Ethical foundations of the left

Ian Murray seamus2001 at home.com
Sun Jul 29 10:58:39 PDT 2001



> when did the problem of other minds become such an issue? is this
because
> of the red ball example? ken! ya shoulda used the health care
example.
> classic logic examples are THE dorkiest.
======== Intersubjectivity and CA are part and parcel of the problem of other minds, no? What I've been attempting to avoid is getting bogged down in the paraconsistent logics of intersubjectivity that come about when participants use different constitutive metaphors. Red ball, Schmed ball, we're talking about the non-coercive and coercive conditions of 'belief change' and epistemic stability and their social and material effects through historical time.
>
> mein gott! "We cannot 'understand' the 'what' - the semantic content
of the
> systematically distorted expression--without at the same time
'explaining'
> the 'why'--the origins of systematic distortion itself."
======== Yes, but nothing precludes that [the explanation] from being 'distorted' as well. We tacitly assume there is such a thing as the final explanation of distorted and undistorted communication at the 'end' of our inquiries. What I think we should be looking at are the processes whereby we keep talking, even as we're shifting communicative and metacommunicative levels in order to get beyond disagreements that create adversariality, domination etc. It's a matter of learning from each other in order to get beyond those communicate attitudes and the institutional sanctioning of their use that we want to change, no?
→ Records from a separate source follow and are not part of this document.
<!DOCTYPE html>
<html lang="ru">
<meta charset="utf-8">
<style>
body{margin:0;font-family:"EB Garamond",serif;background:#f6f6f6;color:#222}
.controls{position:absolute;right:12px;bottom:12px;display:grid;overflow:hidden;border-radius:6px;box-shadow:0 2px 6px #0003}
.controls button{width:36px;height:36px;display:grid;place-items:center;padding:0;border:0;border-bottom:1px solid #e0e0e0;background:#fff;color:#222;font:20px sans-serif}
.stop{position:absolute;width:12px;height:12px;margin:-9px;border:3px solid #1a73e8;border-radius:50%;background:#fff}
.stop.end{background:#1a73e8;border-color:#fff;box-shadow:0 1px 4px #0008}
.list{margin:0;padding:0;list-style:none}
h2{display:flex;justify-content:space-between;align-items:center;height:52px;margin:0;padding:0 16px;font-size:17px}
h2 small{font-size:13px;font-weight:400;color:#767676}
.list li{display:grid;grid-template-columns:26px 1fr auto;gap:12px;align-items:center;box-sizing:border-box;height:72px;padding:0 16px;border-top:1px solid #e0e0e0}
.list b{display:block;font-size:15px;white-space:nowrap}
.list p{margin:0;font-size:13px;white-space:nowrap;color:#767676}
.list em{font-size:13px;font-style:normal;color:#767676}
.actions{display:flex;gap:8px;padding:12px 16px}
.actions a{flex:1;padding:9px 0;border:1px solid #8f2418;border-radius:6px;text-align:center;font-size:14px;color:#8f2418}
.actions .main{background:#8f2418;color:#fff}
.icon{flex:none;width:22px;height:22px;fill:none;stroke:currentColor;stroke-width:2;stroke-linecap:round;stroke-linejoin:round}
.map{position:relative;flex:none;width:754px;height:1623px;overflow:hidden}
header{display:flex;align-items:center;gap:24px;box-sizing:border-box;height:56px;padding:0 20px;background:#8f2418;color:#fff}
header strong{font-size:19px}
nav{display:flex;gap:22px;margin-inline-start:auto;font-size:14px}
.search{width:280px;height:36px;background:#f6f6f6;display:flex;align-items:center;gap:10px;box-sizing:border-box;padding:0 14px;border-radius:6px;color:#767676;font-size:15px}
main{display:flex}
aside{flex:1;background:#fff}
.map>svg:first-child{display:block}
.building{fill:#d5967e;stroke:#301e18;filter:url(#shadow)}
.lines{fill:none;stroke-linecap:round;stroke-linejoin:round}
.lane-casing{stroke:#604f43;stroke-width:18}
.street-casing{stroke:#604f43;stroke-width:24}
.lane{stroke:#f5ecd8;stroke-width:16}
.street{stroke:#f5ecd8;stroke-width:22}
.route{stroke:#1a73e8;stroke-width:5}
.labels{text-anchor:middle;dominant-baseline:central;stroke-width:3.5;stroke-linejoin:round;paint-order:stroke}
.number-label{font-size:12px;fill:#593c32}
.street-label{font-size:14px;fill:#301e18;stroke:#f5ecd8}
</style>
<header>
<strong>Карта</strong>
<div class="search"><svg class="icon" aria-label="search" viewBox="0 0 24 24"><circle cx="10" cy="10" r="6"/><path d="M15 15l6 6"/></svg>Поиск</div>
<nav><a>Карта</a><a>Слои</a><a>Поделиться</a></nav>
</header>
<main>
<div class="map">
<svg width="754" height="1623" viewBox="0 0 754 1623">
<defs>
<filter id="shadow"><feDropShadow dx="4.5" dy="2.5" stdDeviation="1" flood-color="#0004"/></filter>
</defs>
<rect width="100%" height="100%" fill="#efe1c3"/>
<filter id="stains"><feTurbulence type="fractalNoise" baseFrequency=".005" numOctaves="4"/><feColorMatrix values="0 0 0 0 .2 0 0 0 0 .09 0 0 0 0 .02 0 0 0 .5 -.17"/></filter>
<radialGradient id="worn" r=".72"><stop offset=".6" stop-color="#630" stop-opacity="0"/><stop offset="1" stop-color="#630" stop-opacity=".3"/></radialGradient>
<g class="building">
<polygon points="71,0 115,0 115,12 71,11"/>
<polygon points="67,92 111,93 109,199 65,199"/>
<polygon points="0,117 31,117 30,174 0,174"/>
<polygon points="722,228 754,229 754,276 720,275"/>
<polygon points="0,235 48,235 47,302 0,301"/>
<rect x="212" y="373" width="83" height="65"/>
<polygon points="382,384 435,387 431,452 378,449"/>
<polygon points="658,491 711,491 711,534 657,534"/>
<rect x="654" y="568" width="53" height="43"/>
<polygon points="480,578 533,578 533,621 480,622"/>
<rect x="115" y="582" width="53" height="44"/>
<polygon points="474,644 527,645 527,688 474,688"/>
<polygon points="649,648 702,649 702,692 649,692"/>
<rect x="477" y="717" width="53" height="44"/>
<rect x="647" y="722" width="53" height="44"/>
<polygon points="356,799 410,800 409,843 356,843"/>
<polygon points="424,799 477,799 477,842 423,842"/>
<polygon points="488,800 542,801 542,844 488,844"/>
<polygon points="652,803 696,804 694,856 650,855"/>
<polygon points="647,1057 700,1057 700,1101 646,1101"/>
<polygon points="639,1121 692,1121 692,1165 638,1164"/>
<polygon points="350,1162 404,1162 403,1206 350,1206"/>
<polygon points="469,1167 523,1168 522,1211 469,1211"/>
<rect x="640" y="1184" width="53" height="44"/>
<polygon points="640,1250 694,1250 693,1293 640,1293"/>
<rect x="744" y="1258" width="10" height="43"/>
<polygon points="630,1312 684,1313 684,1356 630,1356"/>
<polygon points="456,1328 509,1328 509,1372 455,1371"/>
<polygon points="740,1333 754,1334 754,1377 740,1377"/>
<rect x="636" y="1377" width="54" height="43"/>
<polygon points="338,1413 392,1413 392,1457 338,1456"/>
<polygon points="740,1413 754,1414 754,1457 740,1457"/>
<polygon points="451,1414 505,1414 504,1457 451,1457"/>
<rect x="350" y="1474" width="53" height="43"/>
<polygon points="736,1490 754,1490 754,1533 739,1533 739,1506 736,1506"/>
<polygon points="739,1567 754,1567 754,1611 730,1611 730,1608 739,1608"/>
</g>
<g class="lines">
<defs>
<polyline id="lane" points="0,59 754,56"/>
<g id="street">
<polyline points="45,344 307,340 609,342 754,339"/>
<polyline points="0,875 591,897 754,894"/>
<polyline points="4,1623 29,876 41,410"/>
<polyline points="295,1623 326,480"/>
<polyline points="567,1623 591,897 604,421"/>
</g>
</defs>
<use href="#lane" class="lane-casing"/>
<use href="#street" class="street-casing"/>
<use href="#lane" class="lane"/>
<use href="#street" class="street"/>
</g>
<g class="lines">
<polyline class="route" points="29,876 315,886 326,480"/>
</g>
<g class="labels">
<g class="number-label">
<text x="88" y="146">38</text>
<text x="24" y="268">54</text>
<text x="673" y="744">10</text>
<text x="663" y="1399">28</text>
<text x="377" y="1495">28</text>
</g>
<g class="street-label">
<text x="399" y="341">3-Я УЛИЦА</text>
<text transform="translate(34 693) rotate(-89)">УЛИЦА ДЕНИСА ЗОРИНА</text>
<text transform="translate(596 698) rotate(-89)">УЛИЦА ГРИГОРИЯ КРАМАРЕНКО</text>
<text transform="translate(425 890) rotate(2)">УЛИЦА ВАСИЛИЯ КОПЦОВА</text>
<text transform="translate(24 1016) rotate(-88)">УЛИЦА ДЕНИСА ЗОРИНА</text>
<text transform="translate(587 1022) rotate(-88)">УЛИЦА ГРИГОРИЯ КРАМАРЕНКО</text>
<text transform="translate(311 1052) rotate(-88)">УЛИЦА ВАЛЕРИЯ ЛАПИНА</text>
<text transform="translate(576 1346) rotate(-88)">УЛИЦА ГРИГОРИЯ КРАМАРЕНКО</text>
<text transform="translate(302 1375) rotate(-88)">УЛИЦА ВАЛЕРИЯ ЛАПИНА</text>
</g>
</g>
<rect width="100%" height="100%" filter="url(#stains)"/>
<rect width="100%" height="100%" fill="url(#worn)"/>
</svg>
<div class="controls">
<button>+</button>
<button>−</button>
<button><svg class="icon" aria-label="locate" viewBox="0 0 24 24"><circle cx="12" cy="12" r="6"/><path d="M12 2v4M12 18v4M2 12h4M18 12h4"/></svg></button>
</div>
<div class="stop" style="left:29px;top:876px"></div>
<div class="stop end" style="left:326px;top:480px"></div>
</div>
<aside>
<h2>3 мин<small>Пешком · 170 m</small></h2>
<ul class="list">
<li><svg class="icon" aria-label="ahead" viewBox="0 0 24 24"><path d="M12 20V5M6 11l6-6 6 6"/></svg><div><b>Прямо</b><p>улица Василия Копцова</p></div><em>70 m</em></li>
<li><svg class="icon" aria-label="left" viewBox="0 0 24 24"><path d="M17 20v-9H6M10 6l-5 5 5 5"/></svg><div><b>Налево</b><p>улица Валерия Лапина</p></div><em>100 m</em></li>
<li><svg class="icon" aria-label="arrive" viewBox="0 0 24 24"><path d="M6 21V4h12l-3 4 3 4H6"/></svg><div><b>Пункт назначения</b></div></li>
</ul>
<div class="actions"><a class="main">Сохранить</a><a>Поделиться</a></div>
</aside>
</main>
The communicational matrix of domination and exploitation isn't an iron cage; we've just been hoodwinked by those who do the dominating that it is.


>
> he's addressing this in terms of a specific set metatheoretical
> controversies in the social sciences:
>
> 1. with the rise of science the classical conception of politics
changed.
> Theory was reduced to logically integrated systems of quantitatively
> expressed, lawlike statements characteristic of natural sciences.
"Given a
> description of the relevant initial conditions, such theories could
be used
> to predict future states of a system; providing the relevant factors
were
> manipulable, they could also be used to produce desired states of
affairs." ======= Which is why us working class stiffs hate political theory speak by talking heads. It's a ficitve non-representation of those communicative events of our work life, and the political speech of the unwashed, untheorizing [this is problematic a la Churchland, I admit] 'masses'. It's part and parcel of the languages of disciplinary elitism/expertise and the cognitive/communicational paternalism that comes with it. The above is just a rehash of the physics envy that Leibniz started with his computational approach to conflict resolution/diplomatic controversy.


>
> 2. this ideal was adopted in politics. hello to all the econdrone
and poli
> sci wankers on this list. where IS hoover anyway? adopted in
sociology too
> but i don't consort with those types! :)
>
> 3. along with this came the focus on objectivism, the focus on
technocratic
> administration, the focus on proceduralism. Practice is reduced to
the
> manipulation, a technical-administrative problem rather than any
sort of
> reflection on WHY THE FUCK WE ARE DOING IT THIS WAY. it goes back to
the
> weber debate. Habermas recasts the distinction between
Zweckrationalitaet,
> instrumental rationality where action is aimed at achieving some
ulterior
> end, and Wertrationalitaet, value rationality, where communicative
action
> (understanding) is good in and of itself.
========== Of course, and the ultimate in manipulability came with the illusion of objectivity/invariance - the platonic maneuver in asserting there was/is the one best/true procedure with, of course, those who had/have power just so happening to be the ones who 'discovered' the one best way of procedure/method etc.. When it's really the issue of who got the communicative power to do that and how they used speech and other forms of coercion in the process. Oliver Wendell Holmes and the infernal arbitrariness of choice and all that. There ain't no 'outside' of knowledge/power in the administration of people and the production of commodities.